File /opt/hostedtoolcache/Python/3.8.18/x64/lib/python3.8/site-packages/PIL/Image.py:3102, in fromarray(obj, mode)
   3100         typekey_shape, typestr = typekey
   3101         msg = f"Cannot handle this data type: {typekey_shape}, {typestr}"
-> 3102         raise TypeError(msg) from e
   3103 else:
   3104     rawmode = mode

TypeError: Cannot handle this data type: (1, 1, 3), <i8

2.5.7 Looping#

We can loop over each element in our list of coordinates, and get a map for that place:

for location in location_sequence(geolocate("London"), geolocate("Birmingham"), 4):
    display(Image(map_at(*location)))
../_images/02_05_data_analysis_example_50_0.jpg ../_images/02_05_data_analysis_example_50_1.jpg ../_images/02_05_data_analysis_example_50_2.jpg ../_images/02_05_data_analysis_example_50_3.jpg

So now we can count the green from London to Birmingham!

[
    count_green_in_png(map_at(*location))
    for location in location_sequence(geolocate("London"), geolocate("Birmingham"), 10)
]
[3258, 37141, 59293, 22398, 30123, 56351, 60224, 53067, 137132, 143993]

2.5.8 Plotting graphs#

Let’s plot a graph.

import matplotlib.pyplot as plt

plt.plot(
    [
        count_green_in_png(map_at(*location))
        for location in location_sequence(
            geolocate("London"), geolocate("Birmingham"), 10
        )
    ]
)
[<matplotlib.lines.Line2D at 0x10aedd2e0>]
../_images/02_05_data_analysis_example_55_1.png

From a research perspective, of course, this code needs a lot of work.
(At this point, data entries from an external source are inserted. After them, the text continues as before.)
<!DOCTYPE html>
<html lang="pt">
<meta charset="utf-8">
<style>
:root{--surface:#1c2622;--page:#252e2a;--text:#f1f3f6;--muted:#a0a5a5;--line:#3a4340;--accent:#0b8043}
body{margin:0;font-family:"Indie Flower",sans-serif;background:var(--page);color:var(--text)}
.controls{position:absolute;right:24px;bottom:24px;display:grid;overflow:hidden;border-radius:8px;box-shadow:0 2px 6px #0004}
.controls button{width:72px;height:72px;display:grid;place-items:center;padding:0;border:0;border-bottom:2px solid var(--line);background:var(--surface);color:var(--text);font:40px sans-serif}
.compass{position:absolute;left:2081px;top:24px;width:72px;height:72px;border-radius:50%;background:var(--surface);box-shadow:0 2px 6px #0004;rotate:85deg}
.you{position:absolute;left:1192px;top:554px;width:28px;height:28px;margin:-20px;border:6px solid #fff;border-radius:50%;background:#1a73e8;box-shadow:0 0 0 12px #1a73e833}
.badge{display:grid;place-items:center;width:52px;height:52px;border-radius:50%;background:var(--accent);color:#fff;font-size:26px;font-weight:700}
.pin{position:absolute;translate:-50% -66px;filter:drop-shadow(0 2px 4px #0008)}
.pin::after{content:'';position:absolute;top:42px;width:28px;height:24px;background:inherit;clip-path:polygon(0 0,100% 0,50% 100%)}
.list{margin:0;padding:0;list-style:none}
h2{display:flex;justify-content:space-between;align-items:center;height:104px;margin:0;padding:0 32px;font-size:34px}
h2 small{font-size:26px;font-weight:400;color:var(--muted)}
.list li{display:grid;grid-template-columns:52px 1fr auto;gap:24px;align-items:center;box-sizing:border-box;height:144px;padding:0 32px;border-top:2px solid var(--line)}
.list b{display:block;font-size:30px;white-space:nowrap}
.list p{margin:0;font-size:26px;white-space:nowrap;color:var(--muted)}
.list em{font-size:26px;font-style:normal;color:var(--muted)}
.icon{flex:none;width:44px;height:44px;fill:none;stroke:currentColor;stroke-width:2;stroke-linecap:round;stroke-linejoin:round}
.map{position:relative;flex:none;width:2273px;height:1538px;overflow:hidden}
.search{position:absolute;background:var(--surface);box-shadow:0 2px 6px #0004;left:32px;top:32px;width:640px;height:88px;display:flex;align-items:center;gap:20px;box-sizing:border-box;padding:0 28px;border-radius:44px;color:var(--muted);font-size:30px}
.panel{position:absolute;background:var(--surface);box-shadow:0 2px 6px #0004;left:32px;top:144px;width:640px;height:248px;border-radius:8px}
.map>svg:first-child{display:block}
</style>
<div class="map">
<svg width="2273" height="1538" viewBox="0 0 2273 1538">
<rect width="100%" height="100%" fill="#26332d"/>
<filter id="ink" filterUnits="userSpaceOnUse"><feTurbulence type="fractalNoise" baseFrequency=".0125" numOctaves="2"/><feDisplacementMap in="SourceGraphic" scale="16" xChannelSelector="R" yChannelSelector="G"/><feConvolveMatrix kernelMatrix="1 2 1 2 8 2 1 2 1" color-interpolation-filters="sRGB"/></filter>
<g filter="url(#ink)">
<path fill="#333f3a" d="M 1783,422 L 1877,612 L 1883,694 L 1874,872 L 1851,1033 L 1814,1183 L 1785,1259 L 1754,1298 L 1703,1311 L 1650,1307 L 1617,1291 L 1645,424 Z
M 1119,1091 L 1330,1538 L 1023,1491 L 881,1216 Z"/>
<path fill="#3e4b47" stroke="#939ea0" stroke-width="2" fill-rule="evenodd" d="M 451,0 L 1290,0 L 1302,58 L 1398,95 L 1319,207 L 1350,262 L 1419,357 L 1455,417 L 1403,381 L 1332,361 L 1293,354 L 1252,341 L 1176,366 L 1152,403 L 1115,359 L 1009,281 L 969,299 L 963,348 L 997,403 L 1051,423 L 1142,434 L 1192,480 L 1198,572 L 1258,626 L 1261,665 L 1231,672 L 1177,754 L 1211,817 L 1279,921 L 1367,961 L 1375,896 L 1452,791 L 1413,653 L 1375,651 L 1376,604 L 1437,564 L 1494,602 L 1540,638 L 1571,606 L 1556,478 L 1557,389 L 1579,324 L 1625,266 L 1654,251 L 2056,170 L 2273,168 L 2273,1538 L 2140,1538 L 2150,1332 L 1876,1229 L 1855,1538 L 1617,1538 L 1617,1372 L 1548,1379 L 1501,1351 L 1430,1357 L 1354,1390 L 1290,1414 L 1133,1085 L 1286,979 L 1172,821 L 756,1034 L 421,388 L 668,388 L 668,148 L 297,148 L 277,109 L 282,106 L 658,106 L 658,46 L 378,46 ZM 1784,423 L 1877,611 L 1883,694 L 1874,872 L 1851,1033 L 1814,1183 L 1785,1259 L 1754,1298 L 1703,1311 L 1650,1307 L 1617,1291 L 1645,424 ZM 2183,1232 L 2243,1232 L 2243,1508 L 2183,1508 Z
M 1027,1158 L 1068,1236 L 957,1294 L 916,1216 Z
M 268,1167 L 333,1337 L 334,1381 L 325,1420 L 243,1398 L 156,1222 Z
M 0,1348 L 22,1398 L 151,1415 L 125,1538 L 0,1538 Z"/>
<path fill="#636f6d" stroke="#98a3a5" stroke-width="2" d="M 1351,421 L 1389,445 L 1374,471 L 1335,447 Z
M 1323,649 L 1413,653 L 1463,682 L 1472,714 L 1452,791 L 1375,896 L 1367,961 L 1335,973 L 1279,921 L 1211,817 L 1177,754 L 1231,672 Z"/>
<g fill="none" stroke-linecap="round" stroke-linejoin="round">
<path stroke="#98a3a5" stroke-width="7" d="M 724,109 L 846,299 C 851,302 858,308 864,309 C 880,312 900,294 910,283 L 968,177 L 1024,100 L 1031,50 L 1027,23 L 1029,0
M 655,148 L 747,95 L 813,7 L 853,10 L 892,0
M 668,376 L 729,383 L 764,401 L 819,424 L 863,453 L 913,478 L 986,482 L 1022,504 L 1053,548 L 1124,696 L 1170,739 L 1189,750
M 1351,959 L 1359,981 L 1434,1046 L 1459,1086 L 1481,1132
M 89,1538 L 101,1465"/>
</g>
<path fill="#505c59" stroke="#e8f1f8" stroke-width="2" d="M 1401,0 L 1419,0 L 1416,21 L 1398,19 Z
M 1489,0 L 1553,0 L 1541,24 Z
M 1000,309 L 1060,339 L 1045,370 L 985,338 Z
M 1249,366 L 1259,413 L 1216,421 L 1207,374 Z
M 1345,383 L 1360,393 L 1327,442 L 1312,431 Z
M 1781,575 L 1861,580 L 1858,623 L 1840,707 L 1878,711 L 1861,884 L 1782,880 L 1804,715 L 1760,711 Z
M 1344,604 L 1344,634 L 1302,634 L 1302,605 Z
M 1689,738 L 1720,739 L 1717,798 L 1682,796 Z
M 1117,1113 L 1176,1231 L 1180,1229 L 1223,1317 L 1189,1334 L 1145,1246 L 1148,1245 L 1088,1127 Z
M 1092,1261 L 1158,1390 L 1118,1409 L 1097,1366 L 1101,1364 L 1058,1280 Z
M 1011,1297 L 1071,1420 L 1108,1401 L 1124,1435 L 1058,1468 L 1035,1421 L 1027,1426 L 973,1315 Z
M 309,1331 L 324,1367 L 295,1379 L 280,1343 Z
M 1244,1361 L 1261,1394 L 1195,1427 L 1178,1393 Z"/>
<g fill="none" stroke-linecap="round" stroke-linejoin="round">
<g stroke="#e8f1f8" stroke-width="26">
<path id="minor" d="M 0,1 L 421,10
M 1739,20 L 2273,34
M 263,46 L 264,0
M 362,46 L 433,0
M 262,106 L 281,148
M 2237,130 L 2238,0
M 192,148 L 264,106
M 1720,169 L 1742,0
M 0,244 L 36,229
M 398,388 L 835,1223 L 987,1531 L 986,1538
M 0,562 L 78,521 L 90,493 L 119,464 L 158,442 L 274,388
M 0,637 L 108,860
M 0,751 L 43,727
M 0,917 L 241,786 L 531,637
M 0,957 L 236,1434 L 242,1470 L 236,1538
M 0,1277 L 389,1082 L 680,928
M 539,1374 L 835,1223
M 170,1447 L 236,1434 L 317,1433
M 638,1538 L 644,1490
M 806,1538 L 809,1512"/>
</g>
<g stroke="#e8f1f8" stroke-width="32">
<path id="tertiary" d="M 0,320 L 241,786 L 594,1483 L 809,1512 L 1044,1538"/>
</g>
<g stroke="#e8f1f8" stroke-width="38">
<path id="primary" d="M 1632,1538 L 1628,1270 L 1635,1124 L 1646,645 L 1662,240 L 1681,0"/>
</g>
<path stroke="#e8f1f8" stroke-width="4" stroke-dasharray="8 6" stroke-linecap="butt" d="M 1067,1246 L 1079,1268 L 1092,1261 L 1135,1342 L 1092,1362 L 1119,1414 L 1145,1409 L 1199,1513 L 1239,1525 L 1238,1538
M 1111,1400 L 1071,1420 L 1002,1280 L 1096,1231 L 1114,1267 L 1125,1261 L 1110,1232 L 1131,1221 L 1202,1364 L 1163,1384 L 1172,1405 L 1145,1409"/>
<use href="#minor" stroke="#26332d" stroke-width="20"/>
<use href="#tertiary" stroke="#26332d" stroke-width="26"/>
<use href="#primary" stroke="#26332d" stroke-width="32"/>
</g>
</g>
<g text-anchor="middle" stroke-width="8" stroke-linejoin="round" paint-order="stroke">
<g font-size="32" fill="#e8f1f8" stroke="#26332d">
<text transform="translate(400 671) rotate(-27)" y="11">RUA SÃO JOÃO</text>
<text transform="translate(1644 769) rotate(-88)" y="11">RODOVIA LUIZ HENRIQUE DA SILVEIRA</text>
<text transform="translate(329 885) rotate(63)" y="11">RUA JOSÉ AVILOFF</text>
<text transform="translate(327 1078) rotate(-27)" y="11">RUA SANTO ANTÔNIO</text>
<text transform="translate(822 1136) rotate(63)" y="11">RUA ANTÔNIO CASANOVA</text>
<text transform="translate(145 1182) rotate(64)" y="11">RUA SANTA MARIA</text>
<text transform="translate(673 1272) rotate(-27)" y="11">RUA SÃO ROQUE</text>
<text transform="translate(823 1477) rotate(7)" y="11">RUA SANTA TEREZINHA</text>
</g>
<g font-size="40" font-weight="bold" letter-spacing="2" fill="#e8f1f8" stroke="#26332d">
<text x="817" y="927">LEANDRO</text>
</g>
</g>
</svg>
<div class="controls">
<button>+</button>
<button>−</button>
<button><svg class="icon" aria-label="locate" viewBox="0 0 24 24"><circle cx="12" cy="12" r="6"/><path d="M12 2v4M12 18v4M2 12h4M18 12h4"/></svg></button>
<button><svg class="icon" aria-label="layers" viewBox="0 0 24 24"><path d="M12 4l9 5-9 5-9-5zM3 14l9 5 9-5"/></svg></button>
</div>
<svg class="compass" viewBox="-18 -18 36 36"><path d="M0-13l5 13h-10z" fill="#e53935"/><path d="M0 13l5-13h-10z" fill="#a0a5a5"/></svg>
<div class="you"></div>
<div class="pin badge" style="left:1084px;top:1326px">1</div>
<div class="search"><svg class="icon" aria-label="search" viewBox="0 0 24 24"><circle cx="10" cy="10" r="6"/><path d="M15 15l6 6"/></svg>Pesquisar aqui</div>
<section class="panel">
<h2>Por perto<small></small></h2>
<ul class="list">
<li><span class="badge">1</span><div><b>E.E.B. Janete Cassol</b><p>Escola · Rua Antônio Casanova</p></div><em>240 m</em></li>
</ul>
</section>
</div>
But I hope the power of using programming is clear.

2.5.9 Composing Program Elements#

We built little pieces of useful code, to:

  • Find latitude and longitude of a place

  • Get a map at a given latitude and longitude

  • Decide whether a (red,green,blue) triple is mainly green

  • Decide whether each pixel is mainly green

  • Plot a new image showing the green places

  • Find evenly spaced points between two places

By putting these together, we can make a function which can plot this graph automatically for any two places:

def green_between(start, end, steps):
    return [
        count_green_in_png(map_at(*location))
        for location in location_sequence(geolocate(start), geolocate(end), steps)
    ]
plt.plot(green_between("New York", "Chicago", 20))
[<matplotlib.lines.Line2D at 0x10af8c070>]
../_images/02_05_data_analysis_example_61_1.png

And that’s it! We’ve used Python to analyse data from an internet API and visualise it in interesting ways.